I followed them, vaguely hoping to restore my own image as a helpful loving mother substitute. I had a special accord with Mr Fields, which went back to the first days of the journey. He had singled me out, and I liked him. I had never seen Fanny exchange more than the briefest words with him, so what did she think she was doing now? And how had Henry so astoundingly turned into a benevolent father figure?
It was a further surprise when the children were escorted to the Tennant wagon, rather than to that of the Bricewoods. Our leader was sitting in his chair, puffing his pipe and resting his bad foot on a low stool. Ellie and Jimmy stood before him, waiting for a word, as if this was what they had expected all along.
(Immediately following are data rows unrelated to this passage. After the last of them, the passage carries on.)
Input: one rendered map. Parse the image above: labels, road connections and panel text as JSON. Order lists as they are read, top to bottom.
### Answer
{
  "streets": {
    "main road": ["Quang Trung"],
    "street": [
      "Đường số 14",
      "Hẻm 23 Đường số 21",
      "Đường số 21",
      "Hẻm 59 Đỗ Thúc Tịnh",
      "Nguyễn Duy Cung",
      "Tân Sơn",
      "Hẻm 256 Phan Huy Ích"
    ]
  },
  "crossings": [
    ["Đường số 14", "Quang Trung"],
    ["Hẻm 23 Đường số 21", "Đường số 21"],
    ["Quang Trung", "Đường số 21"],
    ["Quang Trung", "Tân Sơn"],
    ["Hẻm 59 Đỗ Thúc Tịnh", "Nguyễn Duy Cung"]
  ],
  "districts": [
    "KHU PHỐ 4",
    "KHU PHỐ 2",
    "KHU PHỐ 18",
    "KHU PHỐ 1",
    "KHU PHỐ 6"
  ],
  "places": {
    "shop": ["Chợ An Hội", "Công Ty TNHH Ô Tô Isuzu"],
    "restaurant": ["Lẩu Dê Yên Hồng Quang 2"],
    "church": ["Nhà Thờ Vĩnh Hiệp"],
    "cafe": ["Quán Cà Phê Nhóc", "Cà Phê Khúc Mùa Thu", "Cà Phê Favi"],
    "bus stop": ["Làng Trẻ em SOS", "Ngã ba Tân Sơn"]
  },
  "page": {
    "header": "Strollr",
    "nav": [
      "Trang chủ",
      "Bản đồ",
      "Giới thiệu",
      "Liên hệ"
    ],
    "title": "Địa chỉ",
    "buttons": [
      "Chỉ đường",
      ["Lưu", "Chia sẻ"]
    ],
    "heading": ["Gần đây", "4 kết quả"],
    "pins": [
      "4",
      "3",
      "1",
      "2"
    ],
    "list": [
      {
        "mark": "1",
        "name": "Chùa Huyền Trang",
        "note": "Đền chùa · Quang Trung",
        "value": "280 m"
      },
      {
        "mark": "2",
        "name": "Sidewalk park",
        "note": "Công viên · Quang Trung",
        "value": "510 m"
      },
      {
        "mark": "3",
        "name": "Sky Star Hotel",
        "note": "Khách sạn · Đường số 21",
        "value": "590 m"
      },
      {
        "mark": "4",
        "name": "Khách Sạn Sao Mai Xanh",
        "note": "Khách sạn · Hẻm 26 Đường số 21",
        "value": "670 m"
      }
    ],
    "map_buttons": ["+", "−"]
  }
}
‘My condolences on your loss,’ said Mr Tennant gravely. ‘It is a grievous thing to lose your mother so young, especially after the sad death of your little sister.’ He waved towards his grandson, who was whittling tent pegs and paying scant attention. ‘I have instructed Abel here to do all he can to cheer you. And Miss Fanny, it seems, has already seen where the real need lies.’ He looked over their heads at me, hovering uncertainly a few yards away. ‘And Miss Charity Collins too, perhaps?’ There was a knowing twinkle in his eye that discomfited me. There had been moments when I had become aware of him watching me, with an impression that he could read my mind. Perhaps this was why he had been elected as our leader – a wisdom hidden beneath a bluff façade, from which no secrets could be kept. That he knew what had been going on between his son and my sister seemed inevitable. The mystery lay in what he thought of it and what he planned to do about it, if anything.